April 26, 2002
The Cape Henlopen High School golf team is bouncing back from the sting of their recent defeat by the talented Buccaneers of Milford High. Their practice regimen certainly helps.
On Thursday, April 18, the Vikings returned to the comforting surroundings of their home course at Rehoboth Beach Country Club, beating the Smyrna squad 158-197. Coach Jerry Dorneman said, “The rough was up a bit, and most of the Smyrna team is struggling this year. It was a slow round.”
Tyler Witman took medalist honors with a one-under 35. “I birdied the [par 5] 4th hole with a nice approach with my 9-iron, and birdied the 8th with a 30 foot putt. I bogeyed 9.”
Christina Wagamon shot a 39, her best competitive round ever. “That was fun,” she exclaimed. “I bogeyed the last three holes, though, because I was getting nervous.”
Brad Schneider graded his 41 as “pretty decent.

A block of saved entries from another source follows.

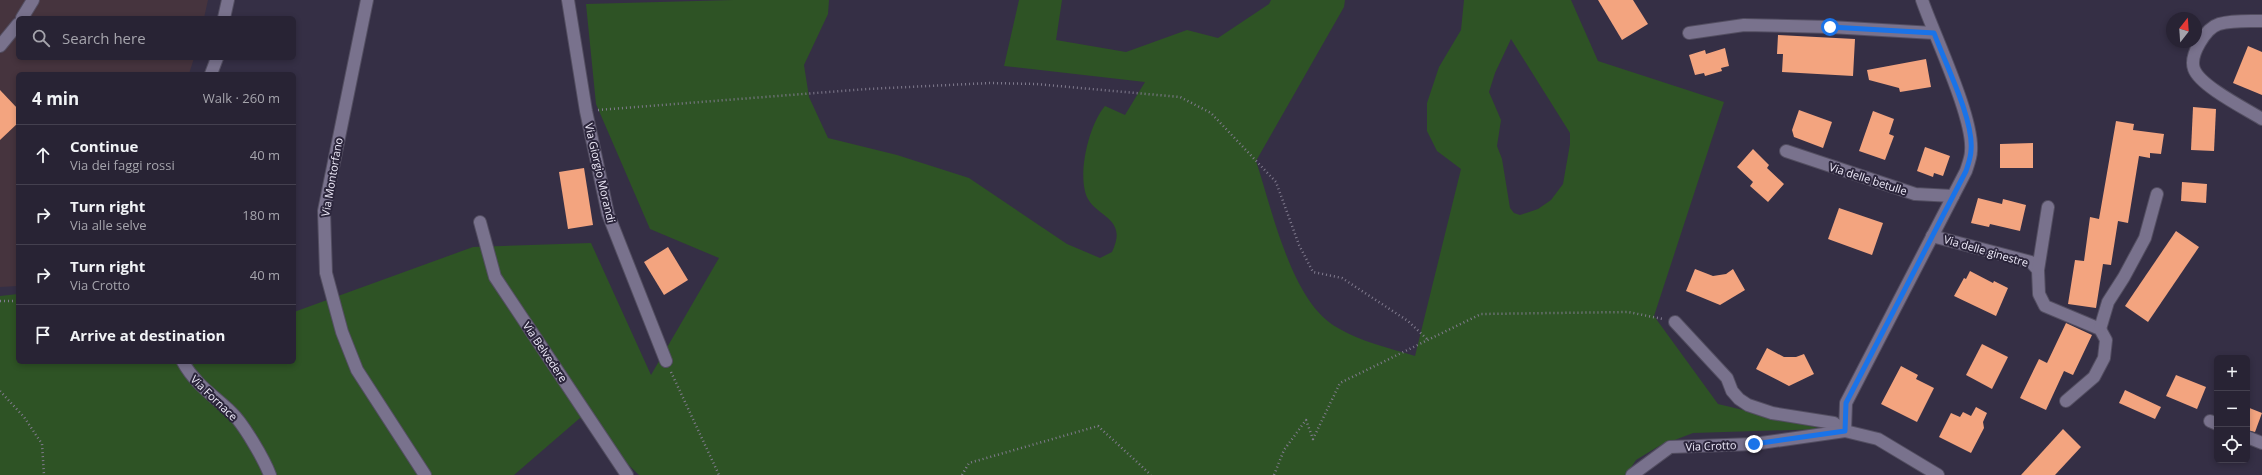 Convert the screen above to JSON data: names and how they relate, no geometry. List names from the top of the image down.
{
  "streets": {
    "street": [
      "Via Giorgio Morandi",
      "Via Montorfano",
      "Via delle betulle",
      "Via delle ginestre",
      "Via Belvedere",
      "Via Fornace",
      "Via Crotto"
    ]
  },
  "north": "top",
  "page": {
    "search": "Search here",
    "heading": ["4 min", "Walk · 260 m"],
    "list": [
      ["Continue", "Via dei faggi rossi", "40 m"],
      ["Turn right", "Via alle selve", "180 m"],
      ["Turn right", "Via Crotto", "40 m"],
      "Arrive at destination"
    ],
    "map_buttons": ["+", "−"]
  }
} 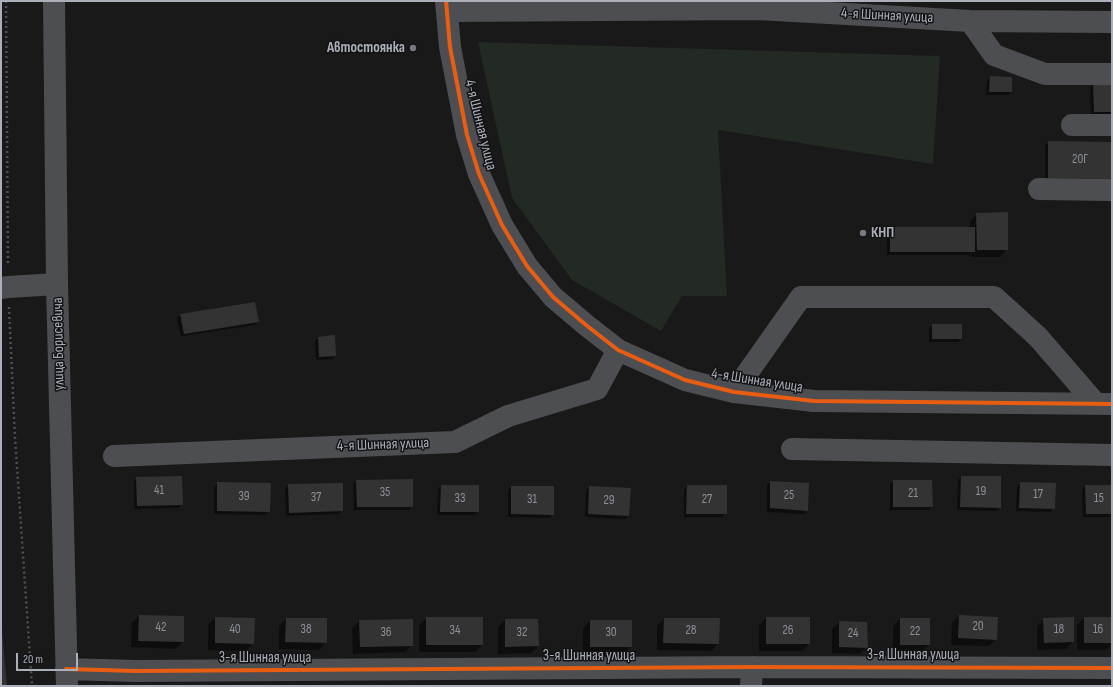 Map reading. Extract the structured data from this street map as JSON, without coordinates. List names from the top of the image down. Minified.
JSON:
{"streets":{"street":["4-я Шинная улица","улица Борисевича","3-я Шинная улица"]},"crossings":[["улица Борисевича","3-я Шинная улица"]],"places":["Автостоянка","КНП"],"house_numbers":["20Г","41","19","35","21","17","25","39","37","33","15","31","27","29","20","42","40","38","18","16","34","28","26","22","36","32","30","24"],"scale_bar":"20 m"}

I messed up badly on one hole, though, when I tripled the 6th. I drove it into the water off the tee, and then duffed another shot on the same hole.”
Shannon Prettyman completed the team scoring with her 43. “I hit a lot of the fairways when we played Smyrna, which is a really good thing, because the rough was really deep. I doubled the last hole in my round, though.”
On Tuesday, April 23, the team traveled to Wild Quail Golf & Country Club near Wyoming, and easily handled the Riders of Caesar Rodney, 163-180. Dorneman said that one of the better players for the central Delaware squad is “off the team for academic reasons, and they’re not a deep team this year.”
Witman led all players again with a nice little 2-under par 34, including a rare eagle on the par-4 7th hole. “It’s a dogleg left, and I hit a 2-iron to about 15 yards from the green. Then I chipped the next shot in,” Witman smiled. “I also birdied the first hole, but bogeyed the second.”
Brad Schneider’s 42 took second place among the Vikings. “I hit some good shots. It was real windy, though, and my putting was off. I had a couple 3 putts, and when I didn’t get on the green in regulation, I had trouble making one-putts for par.”
Wagamon shot a 43. “I was pretty happy with how I played, but not as happy as I was with the 39. I hit into some trouble spots and had a couple doubles.”
Prettyman felt good about her 44. “I felt like I got my game back. I had one really long putt just lip out. I think I had 2 pars, a double bogey, and the rest bogeys.”
I visited the team during a practice session this week. Cape Region golfers could do their own games a lot of good by following some of their practice routines.
The team often starts with a putting drill. Before leaving the practice green, the players must sink 10 consecutive 3-foot putts, 7 consecutive putts from 6 feet, and 5 straight from 9 feet.
Chipping practice comes next. From the rough just past the fringe, they must make three chip-ins before they can go to the range.
Dorneman also has the Vikings do a two-putt drill. Starting from the fringe just off the practice green, each player must make the first hole in two putts. From that hole they putt to the next, again taking no more than two putts to sink it, and so on until they finish all 9 holes on the green. If they don’t finish a hole in two putts, they must start all over again.
“When it’s laid out with a 40-footer in the mix, they almost always have to start over at least twice,” Dorneman grinned.
On the range and just off it, the team also works on trouble shots, trying to recreate situations they face in competition.
Dorneman highly recommends the Viking practice regimen. “It emphasizes the short game, where more than half the strokes are, and it’s a great way to improve your overall performance.”